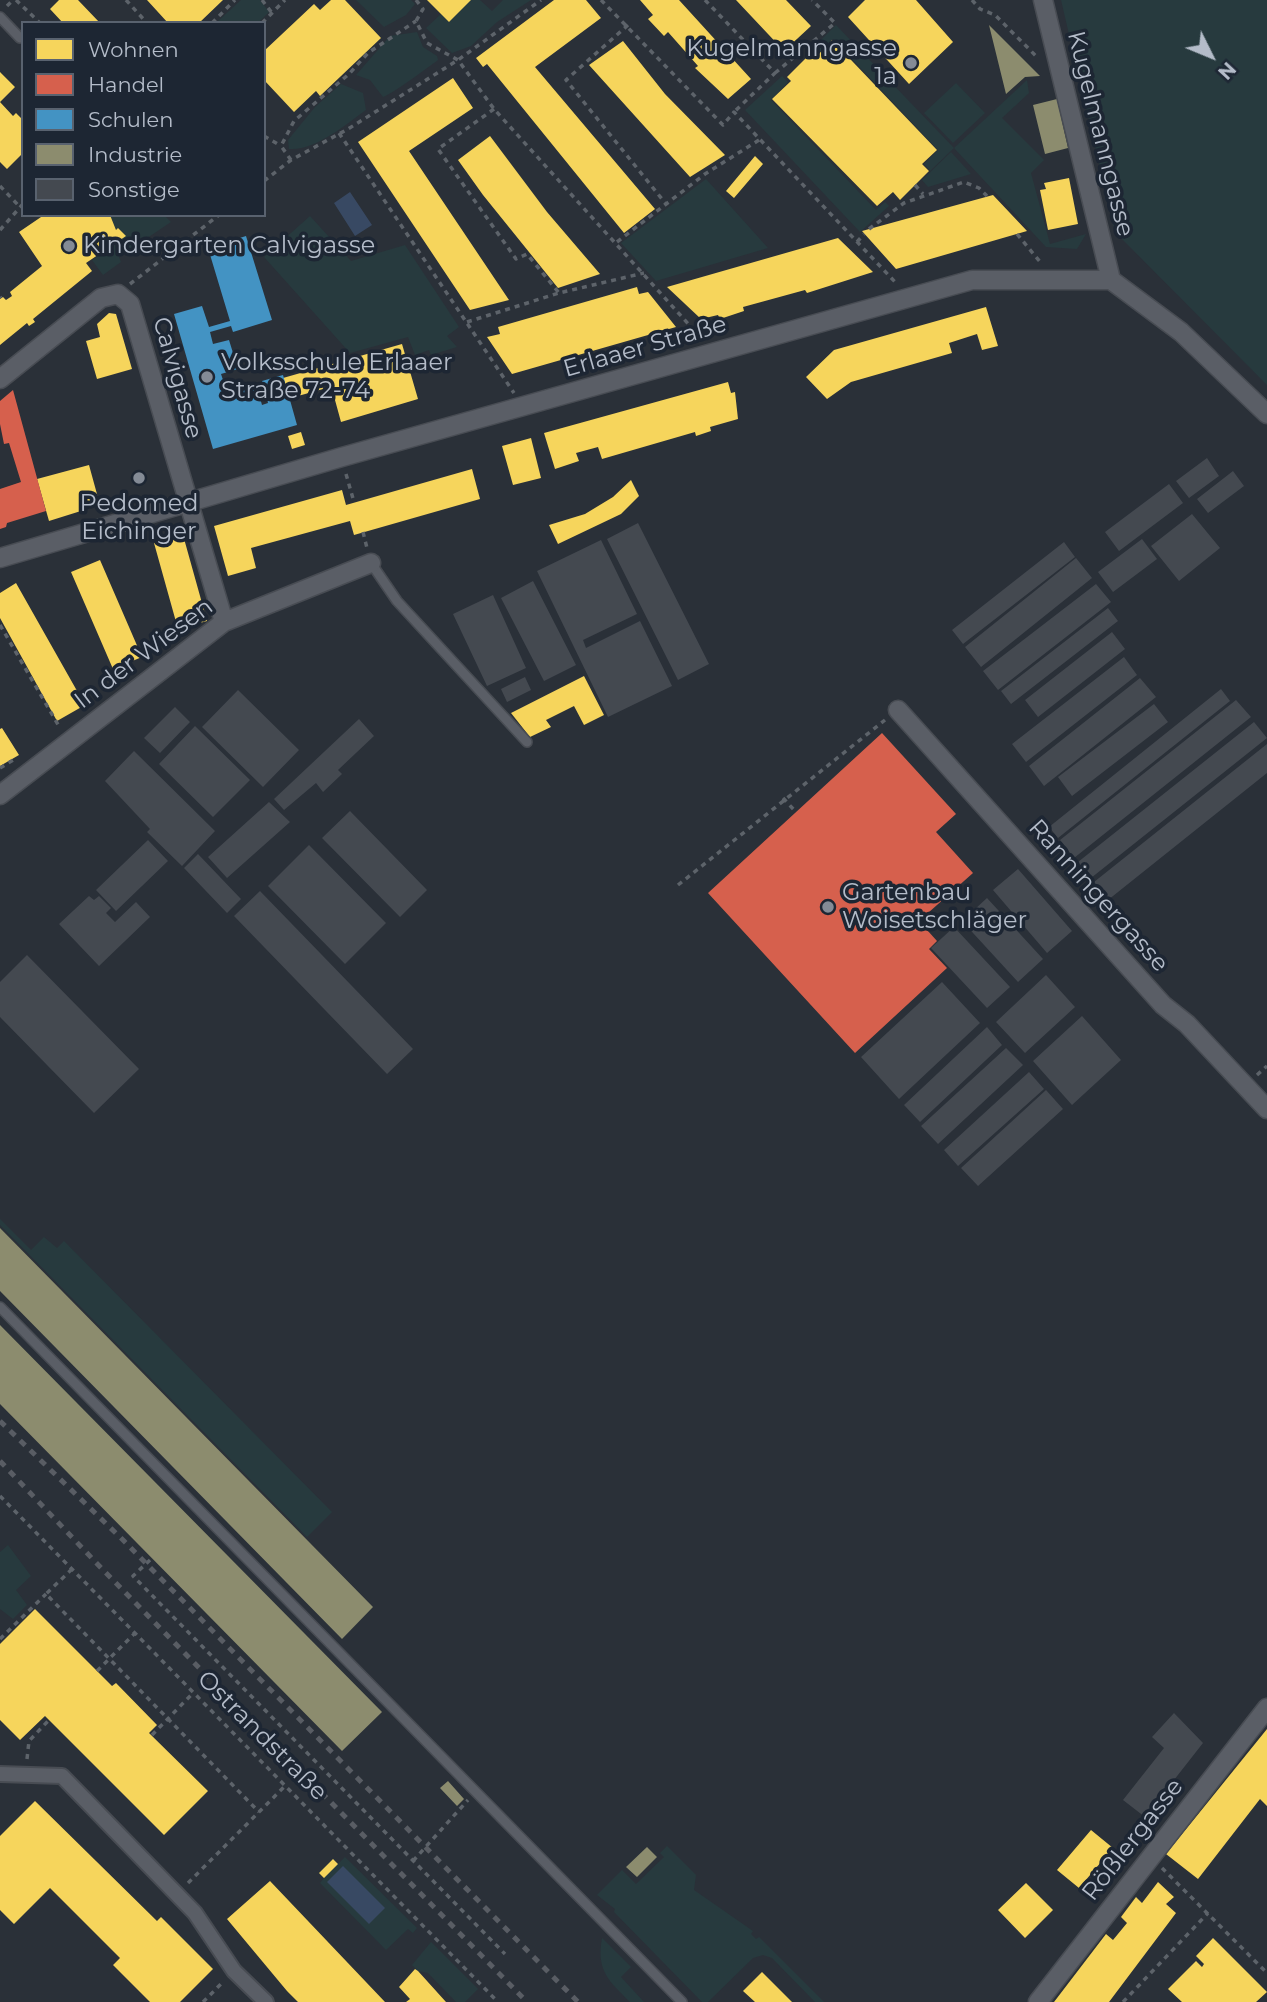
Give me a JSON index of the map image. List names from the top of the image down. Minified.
{"streets":{"street":["Kugelmanngasse","Erlaaer Straße","Calvigasse","In der Wiesen","Ranningergasse","Rößlergasse"],"path":["Ostrandstraße"]},"crossings":[["Kugelmanngasse","Erlaaer Straße"],["Erlaaer Straße","Calvigasse"],["Calvigasse","In der Wiesen"]],"places":["Kugelmanngasse 1a","Kindergarten Calvigasse","Volksschule Erlaaer Straße 72-74","Pedomed Eichinger","Gartenbau Woisetschläger"],"legend":["Wohnen","Handel","Schulen","Industrie","Sonstige"],"north":"bottom right"}
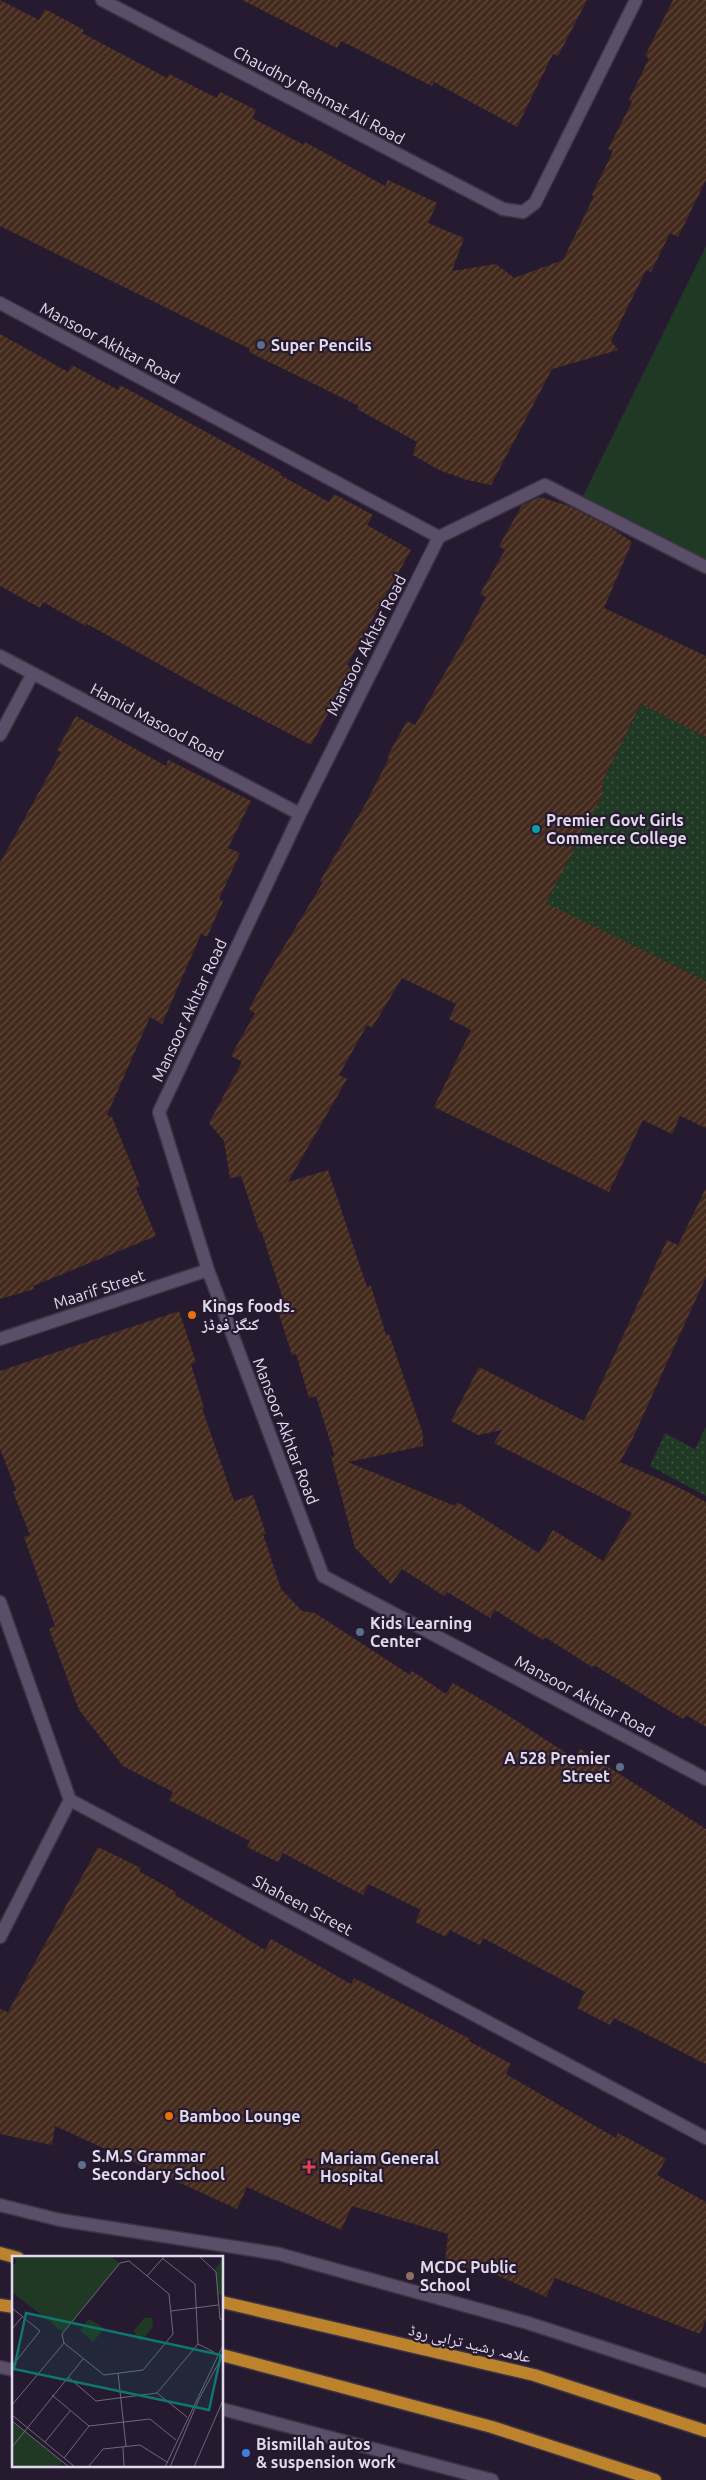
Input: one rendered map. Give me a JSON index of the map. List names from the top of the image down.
{
  "streets": {
    "main road": ["علامہ رشید ترابی روڈ"],
    "street": [
      "Chaudhry Rehmat Ali Road",
      "Mansoor Akhtar Road",
      "Hamid Masood Road",
      "Maarif Street",
      "Shaheen Street"
    ]
  },
  "crossings": [
    ["Mansoor Akhtar Road", "Hamid Masood Road"],
    ["Mansoor Akhtar Road", "Maarif Street"]
  ],
  "places": {
    "other": [
      "Super Pencils",
      "Premier Govt Girls Commerce College",
      "Kings foods۔ کنگز فوڈز",
      "Kids Learning Center",
      "A 528 Premier Street",
      "Bamboo Lounge",
      "S.M.S Grammar Secondary School",
      "MCDC Public School",
      "Bismillah autos & suspension work"
    ],
    "health": ["Mariam General Hospital"]
  }
}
+--
Task goal: Every line in the data above that contains the word "from" should be copied.

Exercise output:
Give me a JSON index of the map image. List names from the top of the image down. Minified.
Input: one rendered map. Give me a JSON index of the map. List names from the top of the image down.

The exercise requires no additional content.